When passing read-only string data to some code that
expects a zero-terminated string, HLA’s string format is upwards compatible
with zero-terminated strings. No
conversion is necessary. An HLA
string variable holds the address of a sequence of characters that end with a
zero byte (the zero-terminated format).
So as long as the code you’re calling doesn’t attempt to write any data
to the string object, you can pass HLA string objects to functions and
procedures that expect zero-terminated strings.

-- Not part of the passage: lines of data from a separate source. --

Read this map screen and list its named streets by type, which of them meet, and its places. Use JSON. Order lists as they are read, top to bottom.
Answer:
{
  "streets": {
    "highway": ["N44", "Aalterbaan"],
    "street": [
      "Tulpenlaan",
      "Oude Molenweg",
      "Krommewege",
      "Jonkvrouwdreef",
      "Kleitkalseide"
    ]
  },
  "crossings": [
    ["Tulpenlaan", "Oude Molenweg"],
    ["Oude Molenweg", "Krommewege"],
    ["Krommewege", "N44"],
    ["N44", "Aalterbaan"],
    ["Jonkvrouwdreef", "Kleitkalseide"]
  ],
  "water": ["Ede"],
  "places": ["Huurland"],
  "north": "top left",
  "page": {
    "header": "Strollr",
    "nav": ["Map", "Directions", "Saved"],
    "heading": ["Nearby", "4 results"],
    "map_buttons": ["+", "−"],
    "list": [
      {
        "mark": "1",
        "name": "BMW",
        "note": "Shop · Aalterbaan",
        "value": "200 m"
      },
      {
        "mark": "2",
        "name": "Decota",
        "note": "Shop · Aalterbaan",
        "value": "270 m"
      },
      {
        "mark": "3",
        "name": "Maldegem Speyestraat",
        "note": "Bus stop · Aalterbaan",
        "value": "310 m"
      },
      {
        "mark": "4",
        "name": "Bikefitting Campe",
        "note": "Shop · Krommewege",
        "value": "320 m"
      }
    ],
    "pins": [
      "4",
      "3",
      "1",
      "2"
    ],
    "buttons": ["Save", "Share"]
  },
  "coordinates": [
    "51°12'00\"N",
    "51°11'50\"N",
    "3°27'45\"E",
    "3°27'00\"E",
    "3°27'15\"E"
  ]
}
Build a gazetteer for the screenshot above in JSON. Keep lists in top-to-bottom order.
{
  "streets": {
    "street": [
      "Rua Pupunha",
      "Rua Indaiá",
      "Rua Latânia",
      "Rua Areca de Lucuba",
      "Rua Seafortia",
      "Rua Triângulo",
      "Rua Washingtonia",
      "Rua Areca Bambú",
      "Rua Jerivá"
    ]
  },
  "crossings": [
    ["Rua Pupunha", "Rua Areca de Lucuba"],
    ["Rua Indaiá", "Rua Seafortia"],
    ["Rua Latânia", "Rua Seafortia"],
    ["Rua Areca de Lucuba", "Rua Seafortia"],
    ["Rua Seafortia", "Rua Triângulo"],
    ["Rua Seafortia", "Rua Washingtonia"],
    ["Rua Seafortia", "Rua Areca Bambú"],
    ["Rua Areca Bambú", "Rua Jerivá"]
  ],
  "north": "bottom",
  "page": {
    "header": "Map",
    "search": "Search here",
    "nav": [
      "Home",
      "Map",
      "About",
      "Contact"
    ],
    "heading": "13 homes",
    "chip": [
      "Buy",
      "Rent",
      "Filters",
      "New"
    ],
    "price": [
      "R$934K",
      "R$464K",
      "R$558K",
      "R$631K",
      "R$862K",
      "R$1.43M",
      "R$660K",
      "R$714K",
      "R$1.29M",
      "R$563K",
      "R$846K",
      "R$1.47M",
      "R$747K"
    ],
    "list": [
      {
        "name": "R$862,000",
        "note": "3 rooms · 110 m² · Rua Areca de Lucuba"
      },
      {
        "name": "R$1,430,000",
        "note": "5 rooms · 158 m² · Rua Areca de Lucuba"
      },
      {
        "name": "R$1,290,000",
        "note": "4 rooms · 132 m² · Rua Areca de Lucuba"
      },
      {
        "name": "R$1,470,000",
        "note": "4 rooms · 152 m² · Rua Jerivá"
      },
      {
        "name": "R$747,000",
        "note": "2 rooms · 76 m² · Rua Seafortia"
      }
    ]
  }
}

If the procedure or function you’re calling stores
data into a destination string variable, then you generally should not pass an
HLA string to that function. There
are two problems with this: first,
the function does not check the HLA string’s maximum length field to ensure
that string overflow does not occur;
second, the external function does not properly set the HLA string’s
length field before returning.
Furthermore, the external code may create it’s own string data in some
buffer and does not even allocate space for HLA’s maximum length and dynamic
length fields. To workaround these limitations, HLA provides various procedures
in the Standard Library that manipulate zero-terminated strings so your
programs can effectively communicate with external code that operates on such
strings.
Before describing the support functions that HLA
provides for zero-terminated strings, it’s probably worthwhile to first discuss
how one writes code that comfortably co-exists with such strings. As noted above, there are three major
problems one must deal with when external code processes zero-terminated
strings. We’ll deal with these
issues one at a time.
The first problem is that the external code does not
check the maximum string length field before writing character data to a string
object. Therefore, the external
code cannot determine if a buffer overflow will occur when that function
extends the string’s length.
Algorithms that depend upon the string function raising an exception
when a buffer overflow occurs will not work properly when calling external code
that manipulates zero-terminated strings.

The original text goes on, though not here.